• [Work task]: Say how many lines of the listing below hold the word "userSpaceOnUse". Give only that number.

Source material START

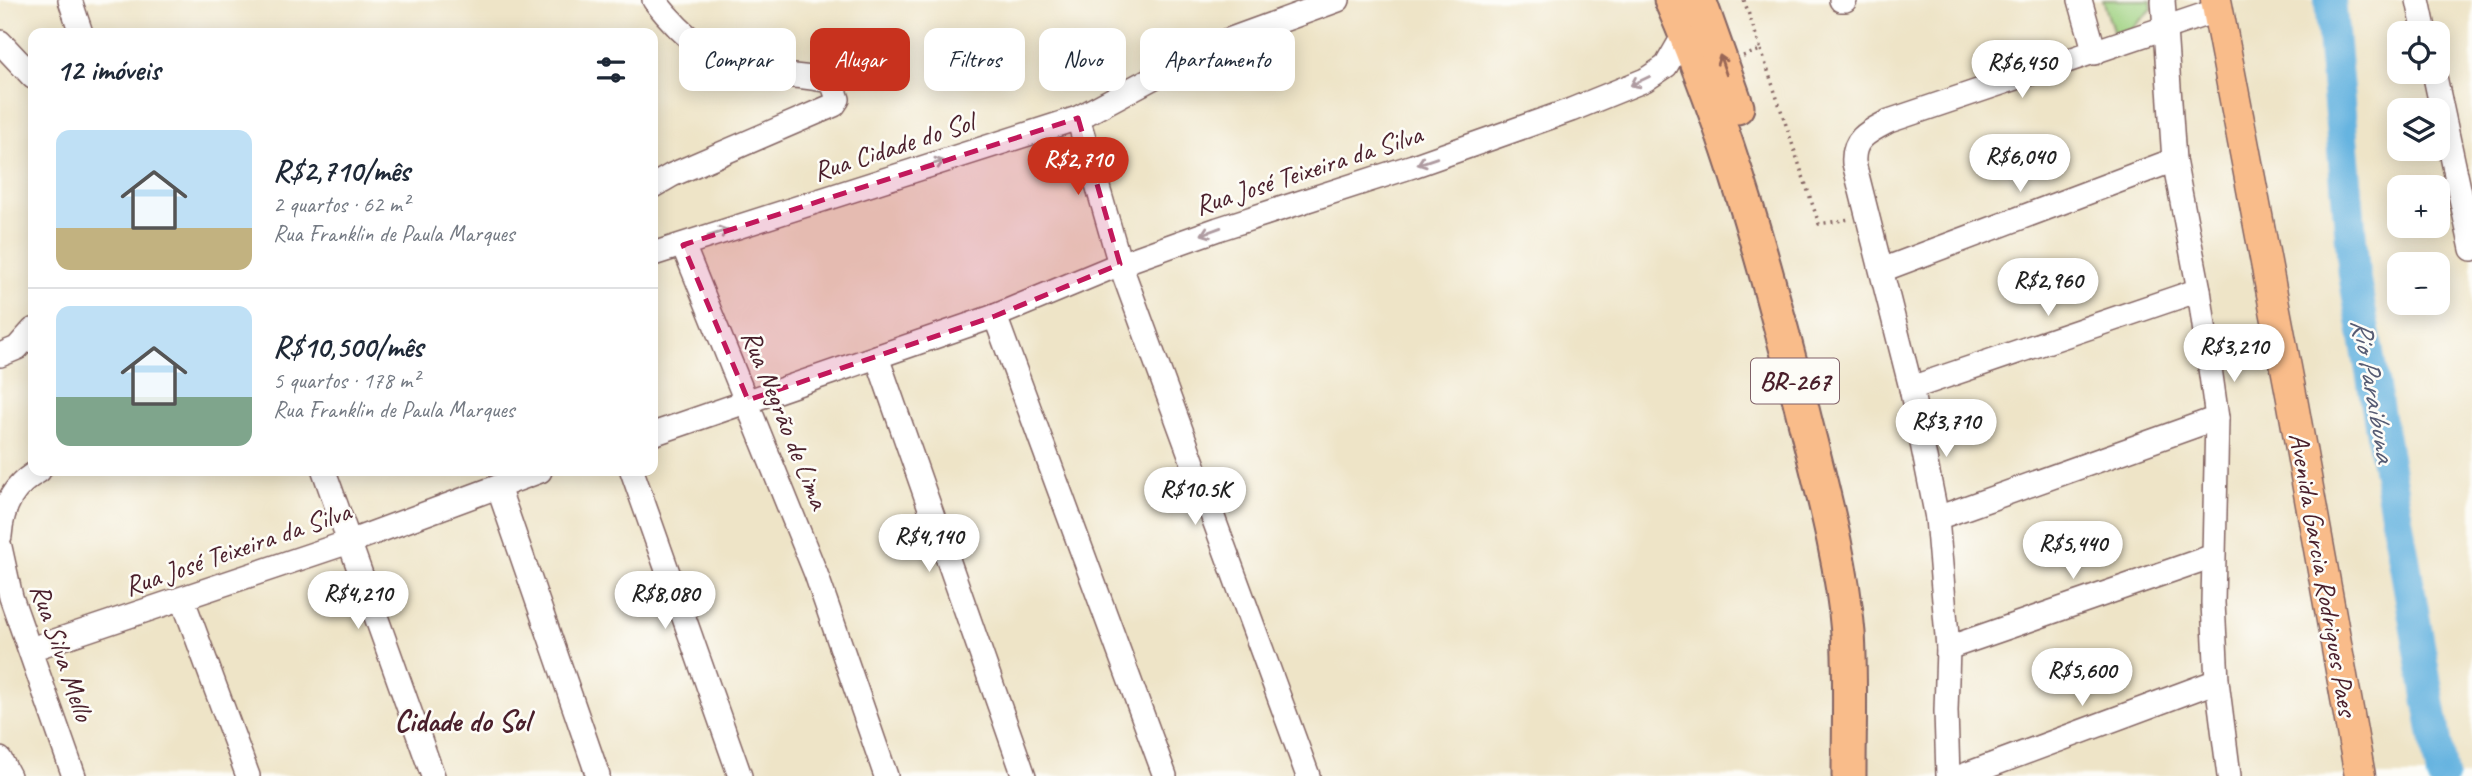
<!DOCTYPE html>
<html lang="pt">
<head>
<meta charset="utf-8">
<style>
  :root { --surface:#fff; --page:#f2f2f3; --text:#1f2937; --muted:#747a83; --line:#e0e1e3; --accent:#c8321e }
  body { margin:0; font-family:Caveat,sans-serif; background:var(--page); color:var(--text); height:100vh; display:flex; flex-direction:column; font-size:26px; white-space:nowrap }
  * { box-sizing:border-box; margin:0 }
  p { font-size:23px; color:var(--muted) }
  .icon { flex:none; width:38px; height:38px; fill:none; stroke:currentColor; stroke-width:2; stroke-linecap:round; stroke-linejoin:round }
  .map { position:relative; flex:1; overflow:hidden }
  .panel { position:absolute; left:28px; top:28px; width:630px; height:448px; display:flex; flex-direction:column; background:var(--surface); border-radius:14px; box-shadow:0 4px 18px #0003 }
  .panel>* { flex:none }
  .guide { position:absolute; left:679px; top:28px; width:665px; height:63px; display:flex; gap:14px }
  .tools { position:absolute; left:2387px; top:21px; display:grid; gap:14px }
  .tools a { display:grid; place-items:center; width:63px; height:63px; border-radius:14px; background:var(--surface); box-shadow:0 4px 18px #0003; font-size:35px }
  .price { position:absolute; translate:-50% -60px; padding:0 16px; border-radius:24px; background:#fff; color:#222; font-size:23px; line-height:46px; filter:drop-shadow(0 2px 4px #0008) }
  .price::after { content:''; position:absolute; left:50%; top:42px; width:21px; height:16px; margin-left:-10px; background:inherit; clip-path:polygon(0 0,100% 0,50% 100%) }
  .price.current { background:var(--accent); color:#fff }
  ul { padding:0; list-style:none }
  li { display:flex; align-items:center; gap:21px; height:175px; padding:0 28px }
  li+li { border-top:2px solid var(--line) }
  li span { display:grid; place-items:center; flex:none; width:196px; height:140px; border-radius:14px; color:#555 }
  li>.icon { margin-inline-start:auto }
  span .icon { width:84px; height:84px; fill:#fffc; stroke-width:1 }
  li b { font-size:30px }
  h2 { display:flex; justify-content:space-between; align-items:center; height:84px; padding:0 28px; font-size:30px }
  .tag { padding:0 24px; border-radius:14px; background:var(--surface); box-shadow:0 4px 18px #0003; font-size:24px; line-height:63px }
  .tag.current { background:var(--accent); color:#fff }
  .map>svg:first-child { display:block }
  .green { fill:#9fd181; stroke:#747856; stroke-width:2 }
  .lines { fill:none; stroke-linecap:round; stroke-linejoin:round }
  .river { stroke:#66b4e0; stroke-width:32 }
  .minor-casing { stroke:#836462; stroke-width:26 }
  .major-casing { stroke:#836462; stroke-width:33 }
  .highway-casing { stroke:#836462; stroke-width:37 }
  .path { stroke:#836462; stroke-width:3.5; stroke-dasharray:2 5; stroke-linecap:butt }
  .minor { stroke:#fff; stroke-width:23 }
  .major { stroke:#f9bc8a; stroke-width:30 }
  .highway { stroke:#f9bc8a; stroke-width:33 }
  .oneway { stroke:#996656 }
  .oneway2 { stroke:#ae9aa0 }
  .marked { fill:#c2185b; fill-opacity:0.2; stroke:#c2185b; stroke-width:5; stroke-dasharray:14 9; stroke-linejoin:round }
  .labels { text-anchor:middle; stroke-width:5; stroke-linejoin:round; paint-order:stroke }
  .shield { fill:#fdfcf7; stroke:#806168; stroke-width:2 }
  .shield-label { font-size:26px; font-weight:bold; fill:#4a1f2b }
  .street-label { font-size:28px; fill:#4a1f2b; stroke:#fdfcf7 }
  .water-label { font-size:30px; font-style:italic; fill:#555b73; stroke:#fdfcf7 }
  .neighbourhood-label { font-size:30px; font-weight:bold; fill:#4a1f2b; stroke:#fdfcf7 }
</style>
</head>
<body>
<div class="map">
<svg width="2472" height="776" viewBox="0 0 2472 776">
  <rect width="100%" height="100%" fill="#fdfcf7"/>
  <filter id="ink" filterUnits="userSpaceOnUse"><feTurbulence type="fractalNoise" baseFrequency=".0143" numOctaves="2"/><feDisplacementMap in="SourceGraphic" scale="14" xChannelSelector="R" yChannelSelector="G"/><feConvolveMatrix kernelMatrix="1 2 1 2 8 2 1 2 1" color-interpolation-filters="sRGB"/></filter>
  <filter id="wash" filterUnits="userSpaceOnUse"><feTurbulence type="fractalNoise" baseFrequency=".00686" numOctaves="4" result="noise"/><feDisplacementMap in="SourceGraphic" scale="28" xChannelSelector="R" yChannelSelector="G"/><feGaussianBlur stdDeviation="1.57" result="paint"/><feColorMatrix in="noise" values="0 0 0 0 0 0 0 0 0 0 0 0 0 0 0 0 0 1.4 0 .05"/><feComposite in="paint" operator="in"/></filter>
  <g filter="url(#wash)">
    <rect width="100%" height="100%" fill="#eee4c7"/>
    <polygon class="green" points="2103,0 2151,0 2152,9 2132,28 2114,34"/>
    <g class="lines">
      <polyline class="river" points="2330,0 2354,274 2442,776"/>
    </g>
  </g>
  <g filter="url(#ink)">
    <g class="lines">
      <g class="minor-casing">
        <g id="minor">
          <polyline points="70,0 81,33"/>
          <polyline points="1841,0 1845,0"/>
          <polyline points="2080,0 2095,53"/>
          <polyline points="2163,0 2174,160 2199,290 2217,418 2213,603 2217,681 2229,776"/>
          <polyline points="2418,0 2425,33"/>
          <polyline points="0,42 33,77"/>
          <polyline points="2434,72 2472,249"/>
          <polyline points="1078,118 1120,264 1308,776"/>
          <path d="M653 186 672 175 834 105 838 99 832 82C806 74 779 77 752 72 711 63 679 32 654 0"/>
          <polyline points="683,245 816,574 886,776"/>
          <polyline points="653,254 1078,118 1212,46 1338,0"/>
          <polyline points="1882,270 2174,160"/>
          <polyline points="995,316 1165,776"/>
          <polyline points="0,355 17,348 33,330"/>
          <polyline points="877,357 1024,776"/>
          <polyline points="1911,388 2199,290"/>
          <polyline points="653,434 995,316 1120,264 1218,229 1413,166 1571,110 1645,80 1666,66 1685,33"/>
          <polyline points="324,471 433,776"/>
          <polyline points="632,471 740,776"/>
          <polyline points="498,487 598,776"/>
          <polyline points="1937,518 2217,418"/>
          <path d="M0 536C2 507 13 485 39 471"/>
          <polyline points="0,547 11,597 74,776"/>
          <polyline points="183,600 248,776"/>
          <polyline points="1948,648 2213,556"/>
          <polyline points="31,649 349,542 540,471"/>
          <polyline points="0,759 9,776"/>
          <path d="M1948 776 1946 711 1948 648 1937 518 1911 388 1854 163C1852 138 1870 131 1889 121L2218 10"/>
          <polyline points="1962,776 2217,681"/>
        </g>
      </g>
      <g class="major-casing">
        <polyline id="major" points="2216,0 2292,399 2360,776"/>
      </g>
      <g class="highway-casing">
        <g id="highway">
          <path d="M1671 0C1730 136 1766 267 1802 409 1820 482 1842 558 1848 633 1851 680 1849 728 1849 776"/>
          <polyline points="1699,0 1737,107"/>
        </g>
      </g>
      <g class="path">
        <polyline points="1761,50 1819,224 1850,219"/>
        <polyline points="1743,56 1761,50 1744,0"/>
      </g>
      <use href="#minor" class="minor"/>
      <use href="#major" class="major"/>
      <use href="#highway" class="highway"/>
    </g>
    <defs><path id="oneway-shaft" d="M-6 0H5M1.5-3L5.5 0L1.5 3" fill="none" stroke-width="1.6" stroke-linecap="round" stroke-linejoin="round" transform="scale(1.75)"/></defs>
    <use class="oneway" href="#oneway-shaft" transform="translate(1723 65) rotate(-109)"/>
    <g class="oneway2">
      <use href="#oneway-shaft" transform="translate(1640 81) rotate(155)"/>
      <use href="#oneway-shaft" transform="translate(1427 161) rotate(161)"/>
      <use href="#oneway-shaft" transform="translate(934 164) rotate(-18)"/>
      <use href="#oneway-shaft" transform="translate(1211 231) rotate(160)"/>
      <use href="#oneway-shaft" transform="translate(718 233) rotate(-18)"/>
    </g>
  </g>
  <path class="marked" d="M1078 118 1120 264 995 316 748 400 683 245Z"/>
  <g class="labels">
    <rect class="shield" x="1751" y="358.5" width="88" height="45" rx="5"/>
    <g class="shield-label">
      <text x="1795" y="390">BR-267</text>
    </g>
    <g class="street-label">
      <text transform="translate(893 146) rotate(-18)" y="10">Rua Cidade do Sol</text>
      <text transform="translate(1308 169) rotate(-18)" y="10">Rua José Teixeira da Silva</text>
      <text transform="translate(786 419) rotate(68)" y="10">Rua Negrão de Lima</text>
      <text transform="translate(237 548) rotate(-19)" y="10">Rua José Teixeira da Silva</text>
      <text transform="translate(2324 574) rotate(80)" y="10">Avenida Garcia Rodrigues Paes</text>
      <text transform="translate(63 652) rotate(71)" y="10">Rua Silva Mello</text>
    </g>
    <g class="water-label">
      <text transform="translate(2374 390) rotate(80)" y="10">Rio Paraibuna</text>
    </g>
    <g class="neighbourhood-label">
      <text x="462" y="731">Cidade do Sol</text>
    </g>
  </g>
</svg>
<div class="tools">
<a><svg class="icon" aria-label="locate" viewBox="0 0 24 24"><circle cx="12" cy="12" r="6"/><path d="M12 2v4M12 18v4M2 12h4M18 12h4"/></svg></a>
<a><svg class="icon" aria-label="layers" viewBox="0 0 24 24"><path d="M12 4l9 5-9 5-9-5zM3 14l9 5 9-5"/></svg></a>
<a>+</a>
<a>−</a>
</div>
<b class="price" style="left:2022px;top:100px">R$6,450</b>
<b class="price" style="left:2020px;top:194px">R$6,040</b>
<b class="price current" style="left:1078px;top:197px">R$2,710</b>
<b class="price" style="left:2048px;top:318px">R$2,960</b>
<b class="price" style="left:2234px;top:384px">R$3,210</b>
<b class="price" style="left:1946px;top:459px">R$3,710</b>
<b class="price" style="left:1195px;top:527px">R$10.5K</b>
<b class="price" style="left:929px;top:574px">R$4,140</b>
<b class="price" style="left:2073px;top:581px">R$5,440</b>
<b class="price" style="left:358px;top:631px">R$4,210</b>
<b class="price" style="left:665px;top:631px">R$8,080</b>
<b class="price" style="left:2082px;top:708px">R$5,600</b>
<div class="guide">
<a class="tag">Comprar</a>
<a class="tag current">Alugar</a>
<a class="tag">Filtros</a>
<a class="tag">Novo</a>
<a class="tag">Apartamento</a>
</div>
<section class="panel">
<h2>12 imóveis<svg class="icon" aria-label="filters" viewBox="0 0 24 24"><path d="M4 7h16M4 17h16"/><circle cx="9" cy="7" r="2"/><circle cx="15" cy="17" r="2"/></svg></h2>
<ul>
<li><span style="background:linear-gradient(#bfe0f5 70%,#c2b280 0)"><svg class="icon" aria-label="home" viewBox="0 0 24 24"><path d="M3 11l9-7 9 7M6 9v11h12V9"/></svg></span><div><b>R$2,710/mês</b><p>2 quartos · 62 m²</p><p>Rua Franklin de Paula Marques</p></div></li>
<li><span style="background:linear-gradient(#bfe0f5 65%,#7fa58c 0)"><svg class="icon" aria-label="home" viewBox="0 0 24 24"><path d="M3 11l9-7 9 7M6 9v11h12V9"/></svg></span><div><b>R$10,500/mês</b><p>5 quartos · 178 m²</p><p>Rua Franklin de Paula Marques</p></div></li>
</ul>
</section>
</div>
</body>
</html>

Source material END

• [Written reply]: 2